Lap three and having not seen another runner for some time I caught up with a chap who said there were only a few ahead. I had not been monitoring the situation but if a podium position was up for grabs I thought at this stage of the race it was now or never and hammered down at the 25mile mark. Back to the Stepping Stones and closing in quickly on the next man I passed him half way up the steps. He was tired. Not done but tired. We had a brief exchange and he advised that he was 2nd. Oopps. Sorry. I reassured him that there was no one behind for quite a while so we would both be able to secure a podium and there was still a fight for 2nd if he wanted it. I pushed hard and crossed the line only a few minutes before him.
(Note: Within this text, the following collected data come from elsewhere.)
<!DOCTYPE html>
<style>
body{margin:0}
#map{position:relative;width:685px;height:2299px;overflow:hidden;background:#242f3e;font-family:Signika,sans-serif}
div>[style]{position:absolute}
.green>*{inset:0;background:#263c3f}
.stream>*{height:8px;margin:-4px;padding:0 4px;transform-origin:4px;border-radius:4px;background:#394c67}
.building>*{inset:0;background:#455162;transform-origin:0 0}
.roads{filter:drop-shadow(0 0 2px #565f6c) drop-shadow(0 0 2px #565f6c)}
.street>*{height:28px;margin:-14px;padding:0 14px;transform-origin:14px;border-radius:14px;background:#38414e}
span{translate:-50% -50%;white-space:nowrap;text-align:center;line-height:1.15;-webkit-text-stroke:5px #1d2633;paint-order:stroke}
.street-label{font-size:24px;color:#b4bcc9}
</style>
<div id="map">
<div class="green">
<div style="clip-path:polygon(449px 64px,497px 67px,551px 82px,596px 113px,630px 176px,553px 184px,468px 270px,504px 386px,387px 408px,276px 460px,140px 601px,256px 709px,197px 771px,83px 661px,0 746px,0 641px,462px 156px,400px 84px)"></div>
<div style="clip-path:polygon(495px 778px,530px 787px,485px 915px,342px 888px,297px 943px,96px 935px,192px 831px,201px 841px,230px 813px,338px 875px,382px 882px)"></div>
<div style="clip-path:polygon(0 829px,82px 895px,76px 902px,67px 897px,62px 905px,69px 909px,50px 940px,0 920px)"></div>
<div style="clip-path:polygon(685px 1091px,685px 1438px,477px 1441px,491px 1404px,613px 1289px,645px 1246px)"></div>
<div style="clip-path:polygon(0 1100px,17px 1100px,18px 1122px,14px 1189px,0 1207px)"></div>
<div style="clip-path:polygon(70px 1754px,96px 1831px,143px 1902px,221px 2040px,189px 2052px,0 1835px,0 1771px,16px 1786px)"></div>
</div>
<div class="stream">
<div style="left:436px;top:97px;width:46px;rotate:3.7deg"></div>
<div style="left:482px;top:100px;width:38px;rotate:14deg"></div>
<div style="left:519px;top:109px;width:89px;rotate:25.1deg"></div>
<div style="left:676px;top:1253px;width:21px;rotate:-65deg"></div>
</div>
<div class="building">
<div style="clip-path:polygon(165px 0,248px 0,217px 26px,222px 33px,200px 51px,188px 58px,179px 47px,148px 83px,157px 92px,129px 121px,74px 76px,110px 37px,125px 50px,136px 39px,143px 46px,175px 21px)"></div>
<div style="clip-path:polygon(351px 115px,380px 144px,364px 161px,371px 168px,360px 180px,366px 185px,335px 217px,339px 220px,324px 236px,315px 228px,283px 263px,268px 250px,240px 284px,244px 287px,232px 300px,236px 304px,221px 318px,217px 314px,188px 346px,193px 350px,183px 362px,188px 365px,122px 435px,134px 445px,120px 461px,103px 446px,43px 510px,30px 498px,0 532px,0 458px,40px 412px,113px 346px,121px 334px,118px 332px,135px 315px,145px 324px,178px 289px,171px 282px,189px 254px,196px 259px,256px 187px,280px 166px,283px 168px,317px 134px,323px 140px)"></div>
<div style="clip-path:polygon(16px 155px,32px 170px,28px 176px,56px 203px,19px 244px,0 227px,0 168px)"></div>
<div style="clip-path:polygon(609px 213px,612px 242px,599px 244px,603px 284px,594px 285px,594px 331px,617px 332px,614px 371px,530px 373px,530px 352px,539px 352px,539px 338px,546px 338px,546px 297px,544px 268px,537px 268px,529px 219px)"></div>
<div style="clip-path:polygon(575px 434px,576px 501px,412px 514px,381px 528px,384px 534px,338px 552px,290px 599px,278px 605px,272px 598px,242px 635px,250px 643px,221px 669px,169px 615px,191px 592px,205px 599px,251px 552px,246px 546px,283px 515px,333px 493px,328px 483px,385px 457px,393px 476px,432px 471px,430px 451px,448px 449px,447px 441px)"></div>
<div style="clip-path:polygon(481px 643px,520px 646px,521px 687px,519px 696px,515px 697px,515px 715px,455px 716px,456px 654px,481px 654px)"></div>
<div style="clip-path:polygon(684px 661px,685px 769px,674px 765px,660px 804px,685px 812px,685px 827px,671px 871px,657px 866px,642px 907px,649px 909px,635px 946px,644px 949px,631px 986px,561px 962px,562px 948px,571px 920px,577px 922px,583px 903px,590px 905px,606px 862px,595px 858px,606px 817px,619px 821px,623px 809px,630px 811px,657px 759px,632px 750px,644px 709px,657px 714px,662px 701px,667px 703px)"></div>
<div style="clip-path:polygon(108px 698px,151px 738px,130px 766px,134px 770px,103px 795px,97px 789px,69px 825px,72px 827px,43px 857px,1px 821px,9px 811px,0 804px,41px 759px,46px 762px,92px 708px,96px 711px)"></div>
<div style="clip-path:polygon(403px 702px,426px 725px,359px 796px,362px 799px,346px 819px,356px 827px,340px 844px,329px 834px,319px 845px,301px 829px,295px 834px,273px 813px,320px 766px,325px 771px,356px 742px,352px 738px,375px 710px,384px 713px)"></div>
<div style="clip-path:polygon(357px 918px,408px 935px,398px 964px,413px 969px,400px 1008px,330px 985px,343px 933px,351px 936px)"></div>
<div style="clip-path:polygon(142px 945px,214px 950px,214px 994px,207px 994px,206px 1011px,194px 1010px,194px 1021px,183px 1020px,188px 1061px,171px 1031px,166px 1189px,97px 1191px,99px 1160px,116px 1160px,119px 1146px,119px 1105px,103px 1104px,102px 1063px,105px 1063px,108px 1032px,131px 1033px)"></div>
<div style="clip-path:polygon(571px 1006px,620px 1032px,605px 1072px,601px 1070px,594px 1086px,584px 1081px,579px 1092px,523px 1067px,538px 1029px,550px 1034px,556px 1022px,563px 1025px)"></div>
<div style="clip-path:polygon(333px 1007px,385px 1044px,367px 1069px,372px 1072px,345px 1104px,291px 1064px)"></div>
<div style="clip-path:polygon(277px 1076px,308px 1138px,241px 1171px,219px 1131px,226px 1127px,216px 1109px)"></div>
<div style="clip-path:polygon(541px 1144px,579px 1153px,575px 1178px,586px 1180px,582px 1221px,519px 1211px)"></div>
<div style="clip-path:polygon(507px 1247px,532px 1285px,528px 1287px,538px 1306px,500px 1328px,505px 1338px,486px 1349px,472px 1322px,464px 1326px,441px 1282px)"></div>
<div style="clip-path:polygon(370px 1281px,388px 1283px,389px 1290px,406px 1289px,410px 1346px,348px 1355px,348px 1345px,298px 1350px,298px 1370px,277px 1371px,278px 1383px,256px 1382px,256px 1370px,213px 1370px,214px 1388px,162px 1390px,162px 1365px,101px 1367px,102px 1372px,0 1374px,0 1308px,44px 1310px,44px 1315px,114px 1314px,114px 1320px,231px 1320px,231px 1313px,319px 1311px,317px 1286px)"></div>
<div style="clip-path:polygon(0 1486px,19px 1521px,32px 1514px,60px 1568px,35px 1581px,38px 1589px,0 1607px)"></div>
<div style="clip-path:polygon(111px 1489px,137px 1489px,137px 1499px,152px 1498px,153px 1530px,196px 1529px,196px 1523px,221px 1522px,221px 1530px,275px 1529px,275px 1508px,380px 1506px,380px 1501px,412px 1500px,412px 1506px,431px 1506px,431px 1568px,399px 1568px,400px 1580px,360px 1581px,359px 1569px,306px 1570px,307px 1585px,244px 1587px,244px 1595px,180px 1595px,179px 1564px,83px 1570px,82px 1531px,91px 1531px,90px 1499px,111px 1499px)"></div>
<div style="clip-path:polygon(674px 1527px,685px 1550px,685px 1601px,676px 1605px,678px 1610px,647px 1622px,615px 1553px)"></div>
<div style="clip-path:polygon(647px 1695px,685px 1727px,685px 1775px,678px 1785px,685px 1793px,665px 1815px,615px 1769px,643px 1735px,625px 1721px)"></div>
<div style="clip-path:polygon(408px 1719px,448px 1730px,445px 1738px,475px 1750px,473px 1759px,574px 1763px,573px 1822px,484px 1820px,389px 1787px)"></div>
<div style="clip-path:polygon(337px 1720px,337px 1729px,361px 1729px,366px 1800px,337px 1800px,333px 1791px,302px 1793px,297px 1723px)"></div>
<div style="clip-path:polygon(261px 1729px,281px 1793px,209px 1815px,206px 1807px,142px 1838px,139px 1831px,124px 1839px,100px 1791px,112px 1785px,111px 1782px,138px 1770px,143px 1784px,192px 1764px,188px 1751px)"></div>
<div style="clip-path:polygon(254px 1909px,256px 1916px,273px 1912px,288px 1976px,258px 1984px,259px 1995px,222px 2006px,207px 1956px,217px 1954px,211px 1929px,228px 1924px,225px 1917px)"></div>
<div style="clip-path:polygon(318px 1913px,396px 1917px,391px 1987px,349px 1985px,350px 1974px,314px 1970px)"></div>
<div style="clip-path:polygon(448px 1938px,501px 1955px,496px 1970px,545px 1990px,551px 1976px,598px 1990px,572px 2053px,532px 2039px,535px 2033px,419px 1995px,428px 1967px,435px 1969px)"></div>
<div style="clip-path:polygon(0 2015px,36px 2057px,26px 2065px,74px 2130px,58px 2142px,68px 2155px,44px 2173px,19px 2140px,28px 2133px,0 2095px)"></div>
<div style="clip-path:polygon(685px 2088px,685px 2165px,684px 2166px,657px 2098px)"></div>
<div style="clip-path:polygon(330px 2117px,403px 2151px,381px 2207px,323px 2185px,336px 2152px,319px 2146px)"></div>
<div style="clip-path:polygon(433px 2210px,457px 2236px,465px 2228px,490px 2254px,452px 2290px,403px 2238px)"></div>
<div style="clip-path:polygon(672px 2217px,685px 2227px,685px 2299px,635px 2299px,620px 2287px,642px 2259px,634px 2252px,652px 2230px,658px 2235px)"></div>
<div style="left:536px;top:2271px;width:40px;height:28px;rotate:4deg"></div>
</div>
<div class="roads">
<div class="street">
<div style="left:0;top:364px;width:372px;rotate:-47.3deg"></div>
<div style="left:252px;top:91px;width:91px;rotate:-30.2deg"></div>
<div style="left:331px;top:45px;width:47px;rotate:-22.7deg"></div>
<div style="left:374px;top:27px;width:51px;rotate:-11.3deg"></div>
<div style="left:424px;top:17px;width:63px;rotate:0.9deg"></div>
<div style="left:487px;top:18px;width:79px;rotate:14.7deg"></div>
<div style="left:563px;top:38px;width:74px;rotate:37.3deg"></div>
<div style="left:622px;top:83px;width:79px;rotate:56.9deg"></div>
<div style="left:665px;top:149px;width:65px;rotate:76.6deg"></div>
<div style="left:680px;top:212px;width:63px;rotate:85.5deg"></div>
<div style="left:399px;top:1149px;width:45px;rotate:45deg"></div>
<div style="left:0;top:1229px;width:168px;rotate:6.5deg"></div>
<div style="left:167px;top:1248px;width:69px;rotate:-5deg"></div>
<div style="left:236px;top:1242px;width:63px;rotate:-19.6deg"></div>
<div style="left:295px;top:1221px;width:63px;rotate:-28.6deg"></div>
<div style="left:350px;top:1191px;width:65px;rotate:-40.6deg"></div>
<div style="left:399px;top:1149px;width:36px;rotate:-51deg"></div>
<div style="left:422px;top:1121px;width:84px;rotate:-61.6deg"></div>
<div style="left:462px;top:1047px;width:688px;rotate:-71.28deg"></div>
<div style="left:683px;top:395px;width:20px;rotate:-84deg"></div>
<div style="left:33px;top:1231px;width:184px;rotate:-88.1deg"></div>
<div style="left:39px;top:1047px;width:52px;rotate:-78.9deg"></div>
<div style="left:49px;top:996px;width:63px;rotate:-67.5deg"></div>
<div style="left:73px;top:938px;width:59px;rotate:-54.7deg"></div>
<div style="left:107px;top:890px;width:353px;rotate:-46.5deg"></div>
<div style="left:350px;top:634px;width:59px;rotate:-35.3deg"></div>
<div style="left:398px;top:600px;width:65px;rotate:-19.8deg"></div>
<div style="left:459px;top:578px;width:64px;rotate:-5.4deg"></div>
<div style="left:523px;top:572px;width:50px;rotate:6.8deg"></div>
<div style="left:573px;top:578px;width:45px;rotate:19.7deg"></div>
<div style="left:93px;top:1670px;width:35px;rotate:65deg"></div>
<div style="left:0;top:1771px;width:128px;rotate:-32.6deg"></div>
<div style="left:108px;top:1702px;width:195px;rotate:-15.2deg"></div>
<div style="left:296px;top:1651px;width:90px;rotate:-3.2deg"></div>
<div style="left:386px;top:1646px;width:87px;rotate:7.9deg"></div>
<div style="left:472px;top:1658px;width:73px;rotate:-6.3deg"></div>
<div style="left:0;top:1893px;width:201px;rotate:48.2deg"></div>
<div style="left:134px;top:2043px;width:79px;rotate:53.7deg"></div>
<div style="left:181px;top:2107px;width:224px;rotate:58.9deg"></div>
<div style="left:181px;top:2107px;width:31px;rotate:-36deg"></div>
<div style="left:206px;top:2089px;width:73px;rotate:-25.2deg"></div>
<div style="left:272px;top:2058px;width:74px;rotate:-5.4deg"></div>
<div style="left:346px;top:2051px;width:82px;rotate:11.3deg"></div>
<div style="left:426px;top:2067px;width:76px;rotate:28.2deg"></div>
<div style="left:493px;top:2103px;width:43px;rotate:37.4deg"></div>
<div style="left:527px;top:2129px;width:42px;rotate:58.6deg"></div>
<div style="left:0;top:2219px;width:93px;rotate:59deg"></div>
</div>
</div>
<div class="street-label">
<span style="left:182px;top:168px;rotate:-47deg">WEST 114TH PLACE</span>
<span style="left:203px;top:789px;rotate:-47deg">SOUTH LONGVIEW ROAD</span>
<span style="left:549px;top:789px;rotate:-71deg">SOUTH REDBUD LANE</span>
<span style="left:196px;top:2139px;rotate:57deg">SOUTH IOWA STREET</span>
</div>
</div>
The marshals were not expecting me in and whilst I crossed the line they carried about their business. Maybe I had been a bit of a grey man during the race. It felt that way but I seriously just went head down and got on with it. So much better in the dry and daylight hours to my experience with The Raven. I had beaten my marathon time by 45minutes! Ha!

A brief catch up and thanks to the race team, Karen Webber who is the queen of ultra-marshalling and fundraising sensation Mark Thornberry before I departed a very happy bunny with that feeling of satisfaction on a great run and my huge trophy that reminds me of a bog roll holder.

With the boss lady Karen

I am starting to develop a very strong love/hate with this lot. Would I recommend CTE. Yes. They have a wealth of experience with the team they are surrounded by and it shows from route marking, aid station, medics and general organisation. It’s not for beginners, the routes are tough and these guys require hearty running experience. If you’ve got it, look out for this lot, its going to kick off! I’m even signed up again for their drink (cough cough, I mean group) run over the festive holidays and am looking forward to it. Well done guys it was a great show.